Parallel QR Factorization of Block Low-Rank Matrices

TL;DR

This paper introduces two novel parallel algorithms for QR factorization of Block Low-Rank matrices, demonstrating significant speedups and robustness over traditional dense QR methods on large matrices.

Contribution

The paper presents two new parallel Householder QR algorithms tailored for BLR matrices, improving efficiency and robustness compared to existing methods.

Findings

BLR-QR methods are over ten times faster than dense QR in MKL.

Parallel tiled BLR-QR achieves 50x speedup on 64-core CPU.

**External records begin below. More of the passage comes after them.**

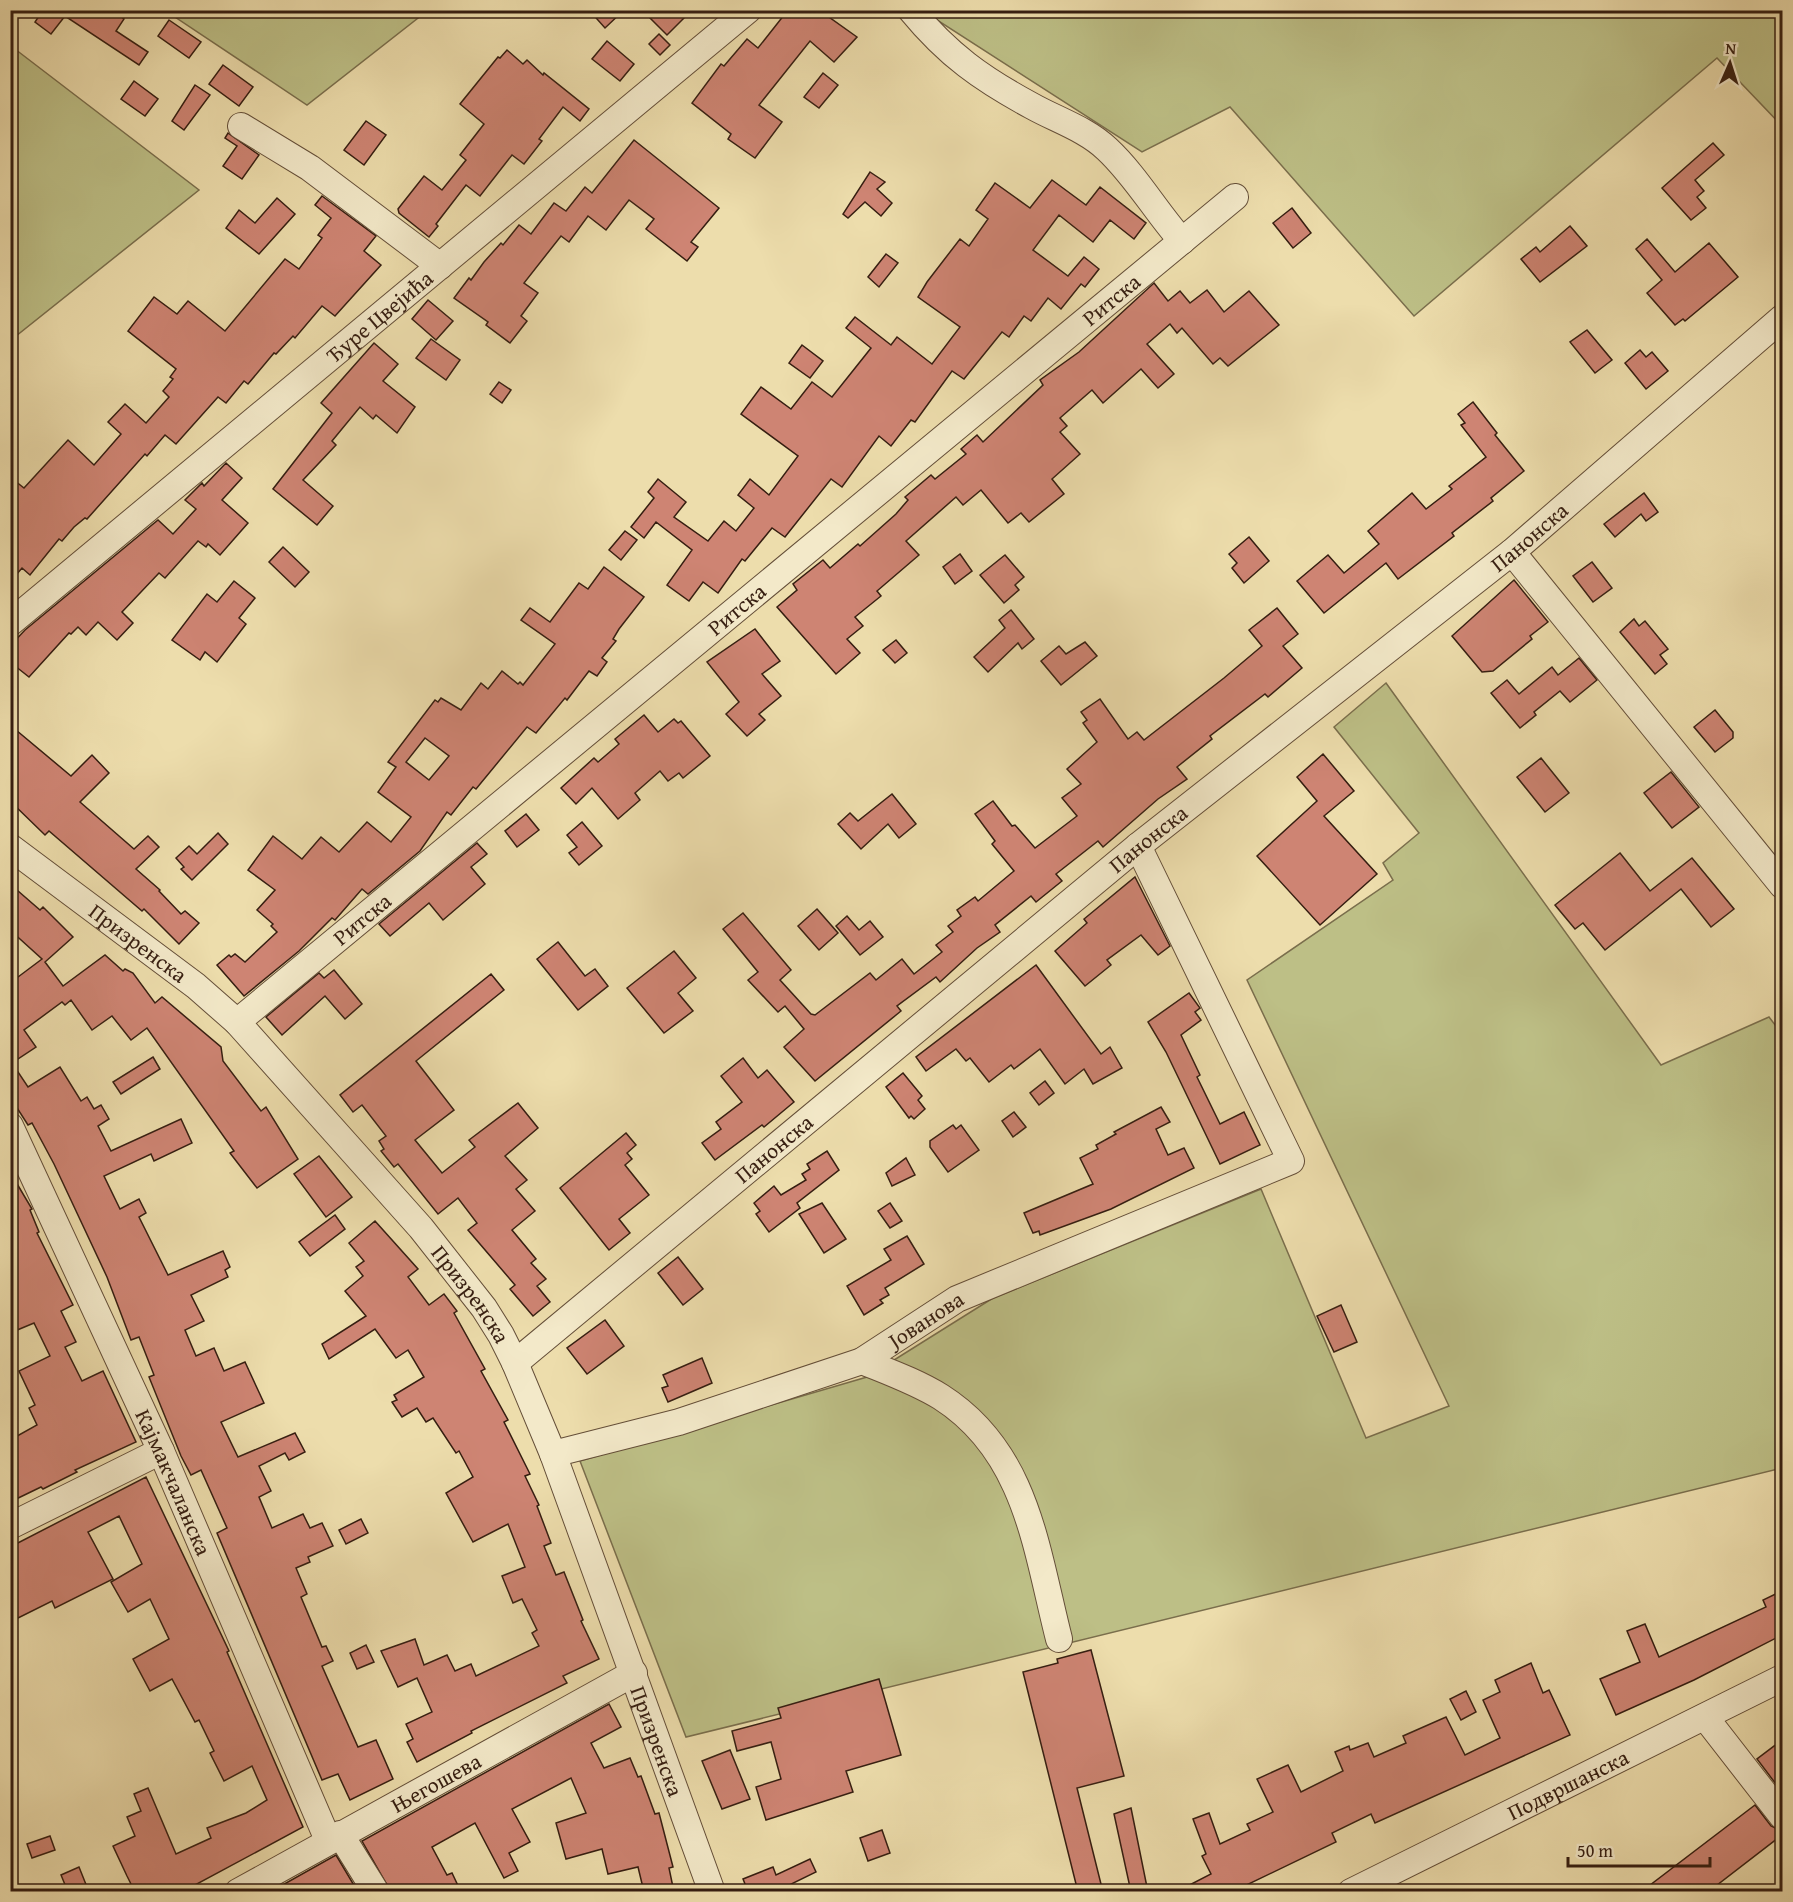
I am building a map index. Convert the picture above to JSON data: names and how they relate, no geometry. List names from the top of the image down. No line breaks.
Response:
{"streets":{"street":["Ритска","Ђуре Цвејића","Панонска","Призренска","Јованова","Кајмакчаланска","Његошева","Подвршанска"]},"crossings":[["Ритска","Призренска"],["Панонска","Призренска"],["Панонска","Јованова"],["Призренска","Јованова"],["Призренска","Његошева"],["Кајмакчаланска","Његошева"]],"scale_bar":"50 m","north":"top"}
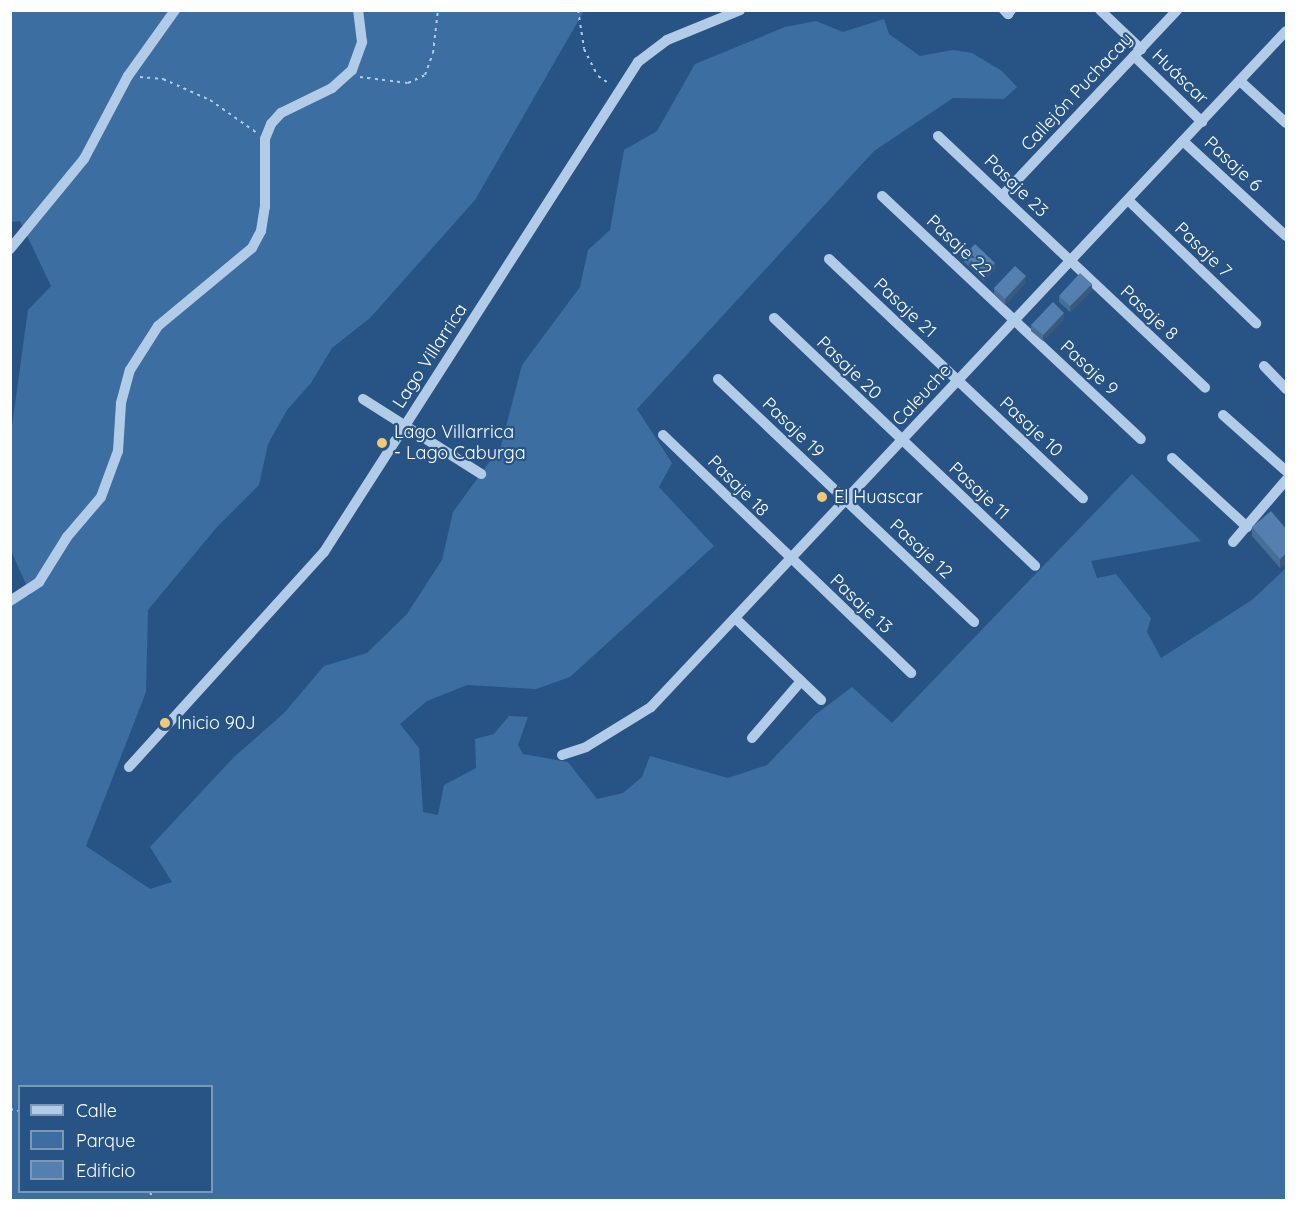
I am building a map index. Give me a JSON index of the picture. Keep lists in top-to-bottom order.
{
  "streets": {
    "street": [
      "Huáscar",
      "Callejón Puchacay",
      "Pasaje 6",
      "Pasaje 23",
      "Pasaje 22",
      "Pasaje 7",
      "Pasaje 21",
      "Pasaje 8",
      "Lago Villarrica",
      "Pasaje 20",
      "Pasaje 9",
      "Caleuche",
      "Pasaje 10",
      "Pasaje 19",
      "Pasaje 18",
      "Pasaje 11",
      "Pasaje 12",
      "Pasaje 13"
    ]
  },
  "crossings": [
    ["Huáscar", "Callejón Puchacay"],
    ["Huáscar", "Caleuche"],
    ["Callejón Puchacay", "Pasaje 23"],
    ["Pasaje 6", "Caleuche"],
    ["Pasaje 23", "Pasaje 8"],
    ["Pasaje 23", "Caleuche"],
    ["Pasaje 22", "Pasaje 9"],
    ["Pasaje 22", "Caleuche"],
    ["Pasaje 7", "Caleuche"],
    ["Pasaje 21", "Caleuche"],
    ["Pasaje 21", "Pasaje 10"],
    ["Pasaje 8", "Caleuche"],
    ["Pasaje 20", "Caleuche"],
    ["Pasaje 20", "Pasaje 11"],
    ["Pasaje 9", "Caleuche"],
    ["Caleuche", "Pasaje 10"],
    ["Caleuche", "Pasaje 19"],
    ["Caleuche", "Pasaje 18"],
    ["Caleuche", "Pasaje 11"],
    ["Caleuche", "Pasaje 12"],
    ["Caleuche", "Pasaje 13"],
    ["Pasaje 19", "Pasaje 12"],
    ["Pasaje 18", "Pasaje 13"]
  ],
  "places": ["Lago Villarrica - Lago Caburga", "El Huascar", "Inicio 90J"],
  "legend": ["Calle", "Parque", "Edificio"]
}
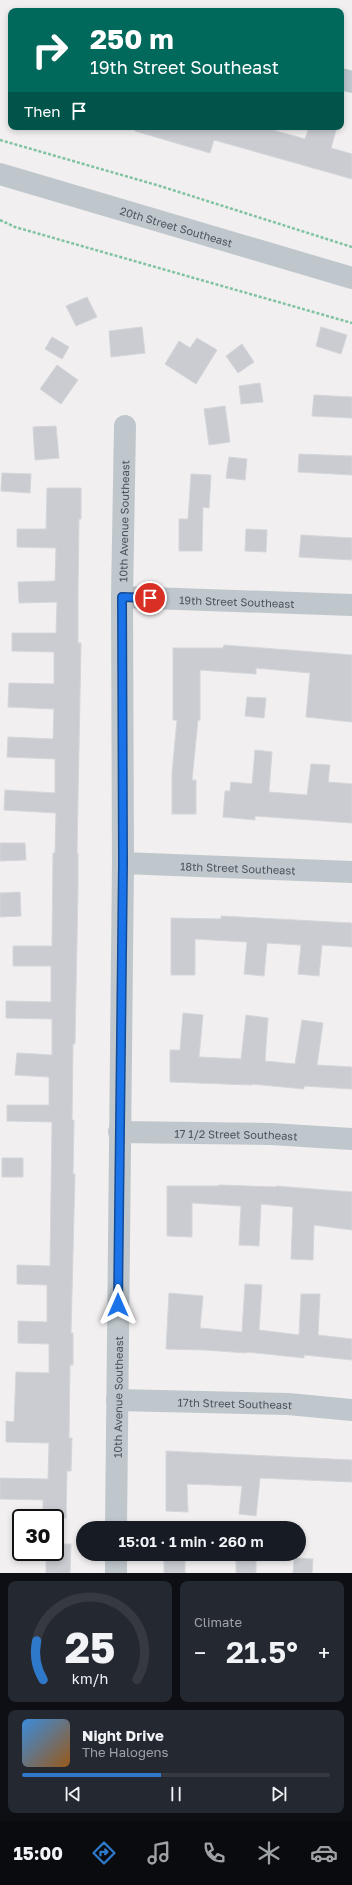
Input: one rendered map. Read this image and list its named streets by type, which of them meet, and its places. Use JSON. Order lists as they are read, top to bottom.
{
  "streets": {
    "street": [
      "20th Street Southeast",
      "10th Avenue Southeast",
      "19th Street Southeast",
      "18th Street Southeast",
      "17 1/2 Street Southeast",
      "17th Street Southeast"
    ]
  },
  "crossings": [
    ["10th Avenue Southeast", "19th Street Southeast"],
    ["10th Avenue Southeast", "18th Street Southeast"],
    ["10th Avenue Southeast", "17 1/2 Street Southeast"],
    ["10th Avenue Southeast", "17th Street Southeast"]
  ],
  "page": {
    "turn": ["250 m", "19th Street Southeast"],
    "then": "Then",
    "limit": "30",
    "trip": "15:01 · 1 min · 260 m",
    "tile": "Climate",
    "heat": ["−", "21.5°", "+"],
    "song": ["Night Drive", "The Halogens"],
    "tabs": "15:00",
    "gauge": ["25", "km/h"]
  }
}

The proposed methods handle ill-conditioned matrices better than MGS-based approaches.

Abstract

We present two new algorithms for Householder QR factorization of Block Low-Rank (BLR) matrices: one that performs block-column-wise QR, and another that is based on tiled QR. We show how the block-column-wise algorithm exploits BLR structure to achieve arithmetic complexity of $\mathcal{O}(mn)$, while the tiled BLR-QR exhibits $\mathcal{O}(mn^{1.5})$ complexity. However, the tiled BLR-QR has finer task granularity that allows parallel task-based execution on shared memory systems. We compare the block-column-wise BLR-QR using fork-join parallelism with tiled BLR-QR using task-based parallelism. We also compare these two implementations of Householder BLR-QR with a block-column-wise Modified Gram-Schmidt (MGS) BLR-QR using fork-join parallelism, and a state-of-the-art vendor-optimized dense Householder QR in Intel MKL. For a matrix of size 131k $\times$ 65k, all BLR methods are more than an order of magnitude faster than the dense QR in MKL. Our methods are also robust to ill-conditioning and produce better orthogonal factors than the existing MGS-based method. On a CPU with 64 cores, our parallel tiled Householder and block-column-wise Householder algorithms show a speedup of 50 and 37 times, respectively.